Problem statement
Here are some records. Repeat them all exactly.

** Data extracts follows **

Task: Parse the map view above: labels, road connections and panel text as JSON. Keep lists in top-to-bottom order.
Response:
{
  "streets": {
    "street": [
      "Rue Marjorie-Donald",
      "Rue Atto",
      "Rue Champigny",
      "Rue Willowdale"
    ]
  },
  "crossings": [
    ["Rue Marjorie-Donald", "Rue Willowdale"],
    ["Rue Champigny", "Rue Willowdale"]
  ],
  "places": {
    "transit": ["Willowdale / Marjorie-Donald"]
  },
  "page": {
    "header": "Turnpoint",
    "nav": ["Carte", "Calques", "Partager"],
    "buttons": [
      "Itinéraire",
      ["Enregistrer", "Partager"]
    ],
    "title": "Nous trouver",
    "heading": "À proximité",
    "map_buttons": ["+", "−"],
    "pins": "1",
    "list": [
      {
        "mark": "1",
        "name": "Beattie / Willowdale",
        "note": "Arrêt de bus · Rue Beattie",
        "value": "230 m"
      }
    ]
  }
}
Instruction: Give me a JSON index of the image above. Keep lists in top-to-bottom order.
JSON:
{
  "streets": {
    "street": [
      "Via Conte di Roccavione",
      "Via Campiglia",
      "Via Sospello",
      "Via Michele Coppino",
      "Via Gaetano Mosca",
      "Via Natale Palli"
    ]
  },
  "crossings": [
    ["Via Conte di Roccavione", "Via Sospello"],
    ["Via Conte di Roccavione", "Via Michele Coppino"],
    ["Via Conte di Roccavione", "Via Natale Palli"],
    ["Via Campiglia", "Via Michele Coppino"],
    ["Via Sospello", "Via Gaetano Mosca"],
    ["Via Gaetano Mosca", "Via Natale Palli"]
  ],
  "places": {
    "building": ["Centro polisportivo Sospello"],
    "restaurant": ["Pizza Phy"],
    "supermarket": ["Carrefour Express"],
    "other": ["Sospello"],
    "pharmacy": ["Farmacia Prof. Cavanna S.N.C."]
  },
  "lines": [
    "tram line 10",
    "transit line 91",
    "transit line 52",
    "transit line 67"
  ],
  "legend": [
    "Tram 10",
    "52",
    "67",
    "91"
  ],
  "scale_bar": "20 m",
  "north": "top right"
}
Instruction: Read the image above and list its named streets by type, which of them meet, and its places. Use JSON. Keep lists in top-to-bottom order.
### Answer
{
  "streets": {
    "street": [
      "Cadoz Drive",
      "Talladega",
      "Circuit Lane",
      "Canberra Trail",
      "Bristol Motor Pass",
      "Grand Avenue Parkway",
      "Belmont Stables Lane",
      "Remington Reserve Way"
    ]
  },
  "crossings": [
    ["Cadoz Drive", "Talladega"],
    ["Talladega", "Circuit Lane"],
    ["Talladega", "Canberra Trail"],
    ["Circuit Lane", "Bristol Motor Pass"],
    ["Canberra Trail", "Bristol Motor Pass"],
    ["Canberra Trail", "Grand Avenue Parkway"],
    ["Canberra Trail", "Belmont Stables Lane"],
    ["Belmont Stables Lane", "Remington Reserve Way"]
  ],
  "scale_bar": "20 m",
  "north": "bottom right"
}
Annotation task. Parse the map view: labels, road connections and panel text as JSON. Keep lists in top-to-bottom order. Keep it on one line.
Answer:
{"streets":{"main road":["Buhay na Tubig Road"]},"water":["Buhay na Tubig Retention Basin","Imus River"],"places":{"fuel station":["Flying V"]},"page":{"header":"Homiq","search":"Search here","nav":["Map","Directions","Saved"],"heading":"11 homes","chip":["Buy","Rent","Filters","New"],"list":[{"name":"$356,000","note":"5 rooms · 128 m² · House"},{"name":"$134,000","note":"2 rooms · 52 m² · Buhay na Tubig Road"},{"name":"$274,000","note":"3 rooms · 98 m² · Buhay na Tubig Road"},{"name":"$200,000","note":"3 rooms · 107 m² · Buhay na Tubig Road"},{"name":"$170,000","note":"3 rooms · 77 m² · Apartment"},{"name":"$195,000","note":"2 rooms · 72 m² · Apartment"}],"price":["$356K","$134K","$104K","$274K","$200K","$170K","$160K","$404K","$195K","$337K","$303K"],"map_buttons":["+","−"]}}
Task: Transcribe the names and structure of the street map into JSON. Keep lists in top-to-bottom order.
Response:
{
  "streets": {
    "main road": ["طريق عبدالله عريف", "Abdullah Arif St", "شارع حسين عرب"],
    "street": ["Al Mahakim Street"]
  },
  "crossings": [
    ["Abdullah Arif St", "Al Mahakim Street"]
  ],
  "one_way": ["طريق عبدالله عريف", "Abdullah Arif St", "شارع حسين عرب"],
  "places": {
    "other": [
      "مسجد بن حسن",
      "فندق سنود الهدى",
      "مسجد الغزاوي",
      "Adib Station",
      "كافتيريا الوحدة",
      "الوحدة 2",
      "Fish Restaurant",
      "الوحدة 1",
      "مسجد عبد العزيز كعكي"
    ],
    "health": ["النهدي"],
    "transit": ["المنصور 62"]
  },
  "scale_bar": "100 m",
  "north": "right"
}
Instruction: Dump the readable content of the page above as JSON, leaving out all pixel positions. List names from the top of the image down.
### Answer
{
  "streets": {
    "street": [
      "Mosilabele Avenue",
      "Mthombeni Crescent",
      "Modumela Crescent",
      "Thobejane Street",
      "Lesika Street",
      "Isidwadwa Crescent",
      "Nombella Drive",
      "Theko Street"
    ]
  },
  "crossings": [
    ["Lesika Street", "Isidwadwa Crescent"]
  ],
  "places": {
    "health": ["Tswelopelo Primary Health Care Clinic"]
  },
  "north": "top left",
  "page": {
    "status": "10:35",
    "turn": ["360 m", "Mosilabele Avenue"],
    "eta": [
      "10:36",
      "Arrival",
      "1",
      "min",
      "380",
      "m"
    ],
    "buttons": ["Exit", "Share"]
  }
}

** End of Data extracts **

Reply to the exercise
Task: Parse the map view above: labels, road connections and panel text as JSON. Keep lists in top-to-bottom order.
Response:
{
  "streets": {
    "street": [
      "Rue Marjorie-Donald",
      "Rue Atto",
      "Rue Champigny",
      "Rue Willowdale"
    ]
  },
  "crossings": [
    ["Rue Marjorie-Donald", "Rue Willowdale"],
    ["Rue Champigny", "Rue Willowdale"]
  ],
  "places": {
    "transit": ["Willowdale / Marjorie-Donald"]
  },
  "page": {
    "header": "Turnpoint",
    "nav": ["Carte", "Calques", "Partager"],
    "buttons": [
      "Itinéraire",
      ["Enregistrer", "Partager"]
    ],
    "title": "Nous trouver",
    "heading": "À proximité",
    "map_buttons": ["+", "−"],
    "pins": "1",
    "list": [
      {
        "mark": "1",
        "name": "Beattie / Willowdale",
        "note": "Arrêt de bus · Rue Beattie",
        "value": "230 m"
      }
    ]
  }
}
Instruction: Give me a JSON index of the image above. Keep lists in top-to-bottom order.
JSON:
{
  "streets": {
    "street": [
      "Via Conte di Roccavione",
      "Via Campiglia",
      "Via Sospello",
      "Via Michele Coppino",
      "Via Gaetano Mosca",
      "Via Natale Palli"
    ]
  },
  "crossings": [
    ["Via Conte di Roccavione", "Via Sospello"],
    ["Via Conte di Roccavione", "Via Michele Coppino"],
    ["Via Conte di Roccavione", "Via Natale Palli"],
    ["Via Campiglia", "Via Michele Coppino"],
    ["Via Sospello", "Via Gaetano Mosca"],
    ["Via Gaetano Mosca", "Via Natale Palli"]
  ],
  "places": {
    "building": ["Centro polisportivo Sospello"],
    "restaurant": ["Pizza Phy"],
    "supermarket": ["Carrefour Express"],
    "other": ["Sospello"],
    "pharmacy": ["Farmacia Prof. Cavanna S.N.C."]
  },
  "lines": [
    "tram line 10",
    "transit line 91",
    "transit line 52",
    "transit line 67"
  ],
  "legend": [
    "Tram 10",
    "52",
    "67",
    "91"
  ],
  "scale_bar": "20 m",
  "north": "top right"
}
Instruction: Read the image above and list its named streets by type, which of them meet, and its places. Use JSON. Keep lists in top-to-bottom order.
### Answer
{
  "streets": {
    "street": [
      "Cadoz Drive",
      "Talladega",
      "Circuit Lane",
      "Canberra Trail",
      "Bristol Motor Pass",
      "Grand Avenue Parkway",
      "Belmont Stables Lane",
      "Remington Reserve Way"
    ]
  },
  "crossings": [
    ["Cadoz Drive", "Talladega"],
    ["Talladega", "Circuit Lane"],
    ["Talladega", "Canberra Trail"],
    ["Circuit Lane", "Bristol Motor Pass"],
    ["Canberra Trail", "Bristol Motor Pass"],
    ["Canberra Trail", "Grand Avenue Parkway"],
    ["Canberra Trail", "Belmont Stables Lane"],
    ["Belmont Stables Lane", "Remington Reserve Way"]
  ],
  "scale_bar": "20 m",
  "north": "bottom right"
}
Annotation task. Parse the map view: labels, road connections and panel text as JSON. Keep lists in top-to-bottom order. Keep it on one line.
Answer:
{"streets":{"main road":["Buhay na Tubig Road"]},"water":["Buhay na Tubig Retention Basin","Imus River"],"places":{"fuel station":["Flying V"]},"page":{"header":"Homiq","search":"Search here","nav":["Map","Directions","Saved"],"heading":"11 homes","chip":["Buy","Rent","Filters","New"],"list":[{"name":"$356,000","note":"5 rooms · 128 m² · House"},{"name":"$134,000","note":"2 rooms · 52 m² · Buhay na Tubig Road"},{"name":"$274,000","note":"3 rooms · 98 m² · Buhay na Tubig Road"},{"name":"$200,000","note":"3 rooms · 107 m² · Buhay na Tubig Road"},{"name":"$170,000","note":"3 rooms · 77 m² · Apartment"},{"name":"$195,000","note":"2 rooms · 72 m² · Apartment"}],"price":["$356K","$134K","$104K","$274K","$200K","$170K","$160K","$404K","$195K","$337K","$303K"],"map_buttons":["+","−"]}}
Task: Transcribe the names and structure of the street map into JSON. Keep lists in top-to-bottom order.
Response:
{
  "streets": {
    "main road": ["طريق عبدالله عريف", "Abdullah Arif St", "شارع حسين عرب"],
    "street": ["Al Mahakim Street"]
  },
  "crossings": [
    ["Abdullah Arif St", "Al Mahakim Street"]
  ],
  "one_way": ["طريق عبدالله عريف", "Abdullah Arif St", "شارع حسين عرب"],
  "places": {
    "other": [
      "مسجد بن حسن",
      "فندق سنود الهدى",
      "مسجد الغزاوي",
      "Adib Station",
      "كافتيريا الوحدة",
      "الوحدة 2",
      "Fish Restaurant",
      "الوحدة 1",
      "مسجد عبد العزيز كعكي"
    ],
    "health": ["النهدي"],
    "transit": ["المنصور 62"]
  },
  "scale_bar": "100 m",
  "north": "right"
}
Instruction: Dump the readable content of the page above as JSON, leaving out all pixel positions. List names from the top of the image down.
### Answer
{
  "streets": {
    "street": [
      "Mosilabele Avenue",
      "Mthombeni Crescent",
      "Modumela Crescent",
      "Thobejane Street",
      "Lesika Street",
      "Isidwadwa Crescent",
      "Nombella Drive",
      "Theko Street"
    ]
  },
  "crossings": [
    ["Lesika Street", "Isidwadwa Crescent"]
  ],
  "places": {
    "health": ["Tswelopelo Primary Health Care Clinic"]
  },
  "north": "top left",
  "page": {
    "status": "10:35",
    "turn": ["360 m", "Mosilabele Avenue"],
    "eta": [
      "10:36",
      "Arrival",
      "1",
      "min",
      "380",
      "m"
    ],
    "buttons": ["Exit", "Share"]
  }
}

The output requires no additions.